TASK OBJECTIVE » Write the listing below out again in full, dropping its pictures.

EXCERPTED RECORDS »
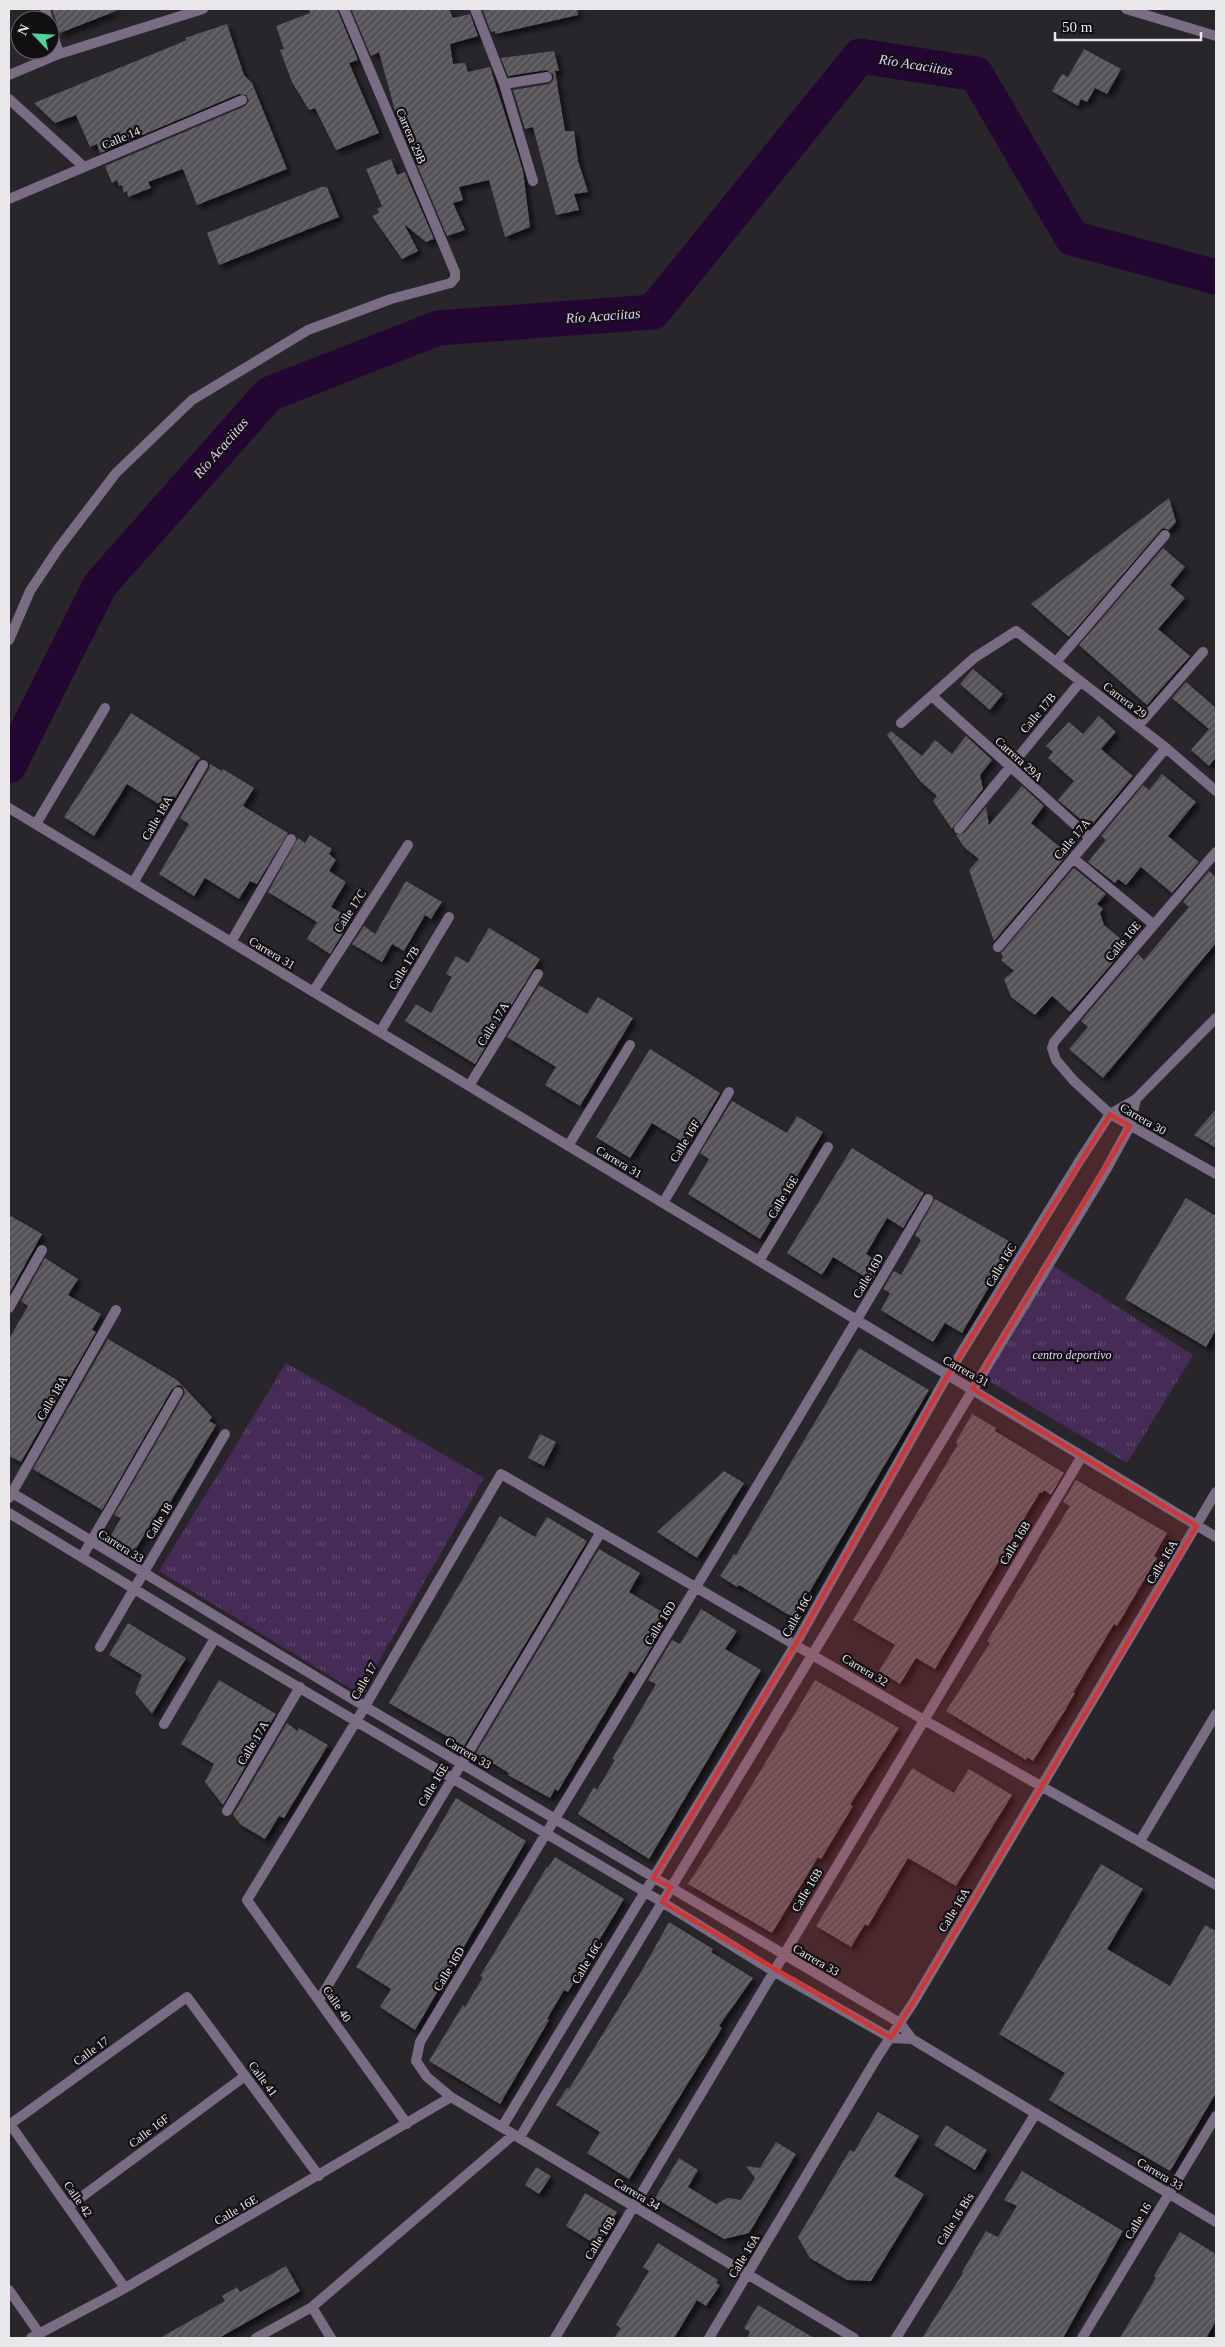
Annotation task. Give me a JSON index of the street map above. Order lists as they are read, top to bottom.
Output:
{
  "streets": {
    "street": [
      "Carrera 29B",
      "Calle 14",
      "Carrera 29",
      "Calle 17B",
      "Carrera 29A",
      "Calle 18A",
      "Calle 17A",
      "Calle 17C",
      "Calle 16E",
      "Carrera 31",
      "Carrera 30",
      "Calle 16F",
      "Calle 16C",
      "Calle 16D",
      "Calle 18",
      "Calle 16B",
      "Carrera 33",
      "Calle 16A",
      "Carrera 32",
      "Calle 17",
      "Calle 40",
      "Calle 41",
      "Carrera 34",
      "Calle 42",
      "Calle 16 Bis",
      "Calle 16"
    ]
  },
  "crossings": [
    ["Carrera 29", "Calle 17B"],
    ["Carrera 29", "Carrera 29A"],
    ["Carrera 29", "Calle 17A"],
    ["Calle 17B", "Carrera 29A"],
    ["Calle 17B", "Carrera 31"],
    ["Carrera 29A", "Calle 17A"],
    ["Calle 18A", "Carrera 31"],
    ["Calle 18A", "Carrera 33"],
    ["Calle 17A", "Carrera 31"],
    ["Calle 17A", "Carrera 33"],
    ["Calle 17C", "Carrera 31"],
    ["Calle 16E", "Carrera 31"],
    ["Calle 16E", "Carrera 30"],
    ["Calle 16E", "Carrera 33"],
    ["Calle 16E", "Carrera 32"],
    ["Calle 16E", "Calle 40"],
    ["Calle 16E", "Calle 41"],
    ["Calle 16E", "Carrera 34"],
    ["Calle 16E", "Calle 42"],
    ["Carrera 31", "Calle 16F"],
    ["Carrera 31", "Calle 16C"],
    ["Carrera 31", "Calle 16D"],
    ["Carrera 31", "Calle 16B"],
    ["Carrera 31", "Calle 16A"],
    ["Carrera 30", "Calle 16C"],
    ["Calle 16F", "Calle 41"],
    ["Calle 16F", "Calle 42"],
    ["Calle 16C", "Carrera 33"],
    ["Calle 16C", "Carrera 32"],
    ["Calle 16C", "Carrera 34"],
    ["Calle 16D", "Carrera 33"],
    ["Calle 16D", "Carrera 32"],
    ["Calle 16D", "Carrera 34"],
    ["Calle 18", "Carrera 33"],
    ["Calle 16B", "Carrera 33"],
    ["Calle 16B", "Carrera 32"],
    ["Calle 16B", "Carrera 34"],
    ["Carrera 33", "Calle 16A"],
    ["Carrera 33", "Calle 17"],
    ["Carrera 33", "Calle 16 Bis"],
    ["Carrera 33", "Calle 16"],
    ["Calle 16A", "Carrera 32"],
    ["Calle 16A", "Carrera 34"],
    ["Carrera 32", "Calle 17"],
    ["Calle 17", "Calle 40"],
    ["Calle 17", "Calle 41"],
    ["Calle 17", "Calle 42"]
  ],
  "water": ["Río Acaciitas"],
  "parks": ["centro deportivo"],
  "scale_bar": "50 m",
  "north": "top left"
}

EXERCISE SOLUTION »
Annotation task. Give me a JSON index of the street map above. Order lists as they are read, top to bottom.
Output:
{
  "streets": {
    "street": [
      "Carrera 29B",
      "Calle 14",
      "Carrera 29",
      "Calle 17B",
      "Carrera 29A",
      "Calle 18A",
      "Calle 17A",
      "Calle 17C",
      "Calle 16E",
      "Carrera 31",
      "Carrera 30",
      "Calle 16F",
      "Calle 16C",
      "Calle 16D",
      "Calle 18",
      "Calle 16B",
      "Carrera 33",
      "Calle 16A",
      "Carrera 32",
      "Calle 17",
      "Calle 40",
      "Calle 41",
      "Carrera 34",
      "Calle 42",
      "Calle 16 Bis",
      "Calle 16"
    ]
  },
  "crossings": [
    ["Carrera 29", "Calle 17B"],
    ["Carrera 29", "Carrera 29A"],
    ["Carrera 29", "Calle 17A"],
    ["Calle 17B", "Carrera 29A"],
    ["Calle 17B", "Carrera 31"],
    ["Carrera 29A", "Calle 17A"],
    ["Calle 18A", "Carrera 31"],
    ["Calle 18A", "Carrera 33"],
    ["Calle 17A", "Carrera 31"],
    ["Calle 17A", "Carrera 33"],
    ["Calle 17C", "Carrera 31"],
    ["Calle 16E", "Carrera 31"],
    ["Calle 16E", "Carrera 30"],
    ["Calle 16E", "Carrera 33"],
    ["Calle 16E", "Carrera 32"],
    ["Calle 16E", "Calle 40"],
    ["Calle 16E", "Calle 41"],
    ["Calle 16E", "Carrera 34"],
    ["Calle 16E", "Calle 42"],
    ["Carrera 31", "Calle 16F"],
    ["Carrera 31", "Calle 16C"],
    ["Carrera 31", "Calle 16D"],
    ["Carrera 31", "Calle 16B"],
    ["Carrera 31", "Calle 16A"],
    ["Carrera 30", "Calle 16C"],
    ["Calle 16F", "Calle 41"],
    ["Calle 16F", "Calle 42"],
    ["Calle 16C", "Carrera 33"],
    ["Calle 16C", "Carrera 32"],
    ["Calle 16C", "Carrera 34"],
    ["Calle 16D", "Carrera 33"],
    ["Calle 16D", "Carrera 32"],
    ["Calle 16D", "Carrera 34"],
    ["Calle 18", "Carrera 33"],
    ["Calle 16B", "Carrera 33"],
    ["Calle 16B", "Carrera 32"],
    ["Calle 16B", "Carrera 34"],
    ["Carrera 33", "Calle 16A"],
    ["Carrera 33", "Calle 17"],
    ["Carrera 33", "Calle 16 Bis"],
    ["Carrera 33", "Calle 16"],
    ["Calle 16A", "Carrera 32"],
    ["Calle 16A", "Carrera 34"],
    ["Carrera 32", "Calle 17"],
    ["Calle 17", "Calle 40"],
    ["Calle 17", "Calle 41"],
    ["Calle 17", "Calle 42"]
  ],
  "water": ["Río Acaciitas"],
  "parks": ["centro deportivo"],
  "scale_bar": "50 m",
  "north": "top left"
}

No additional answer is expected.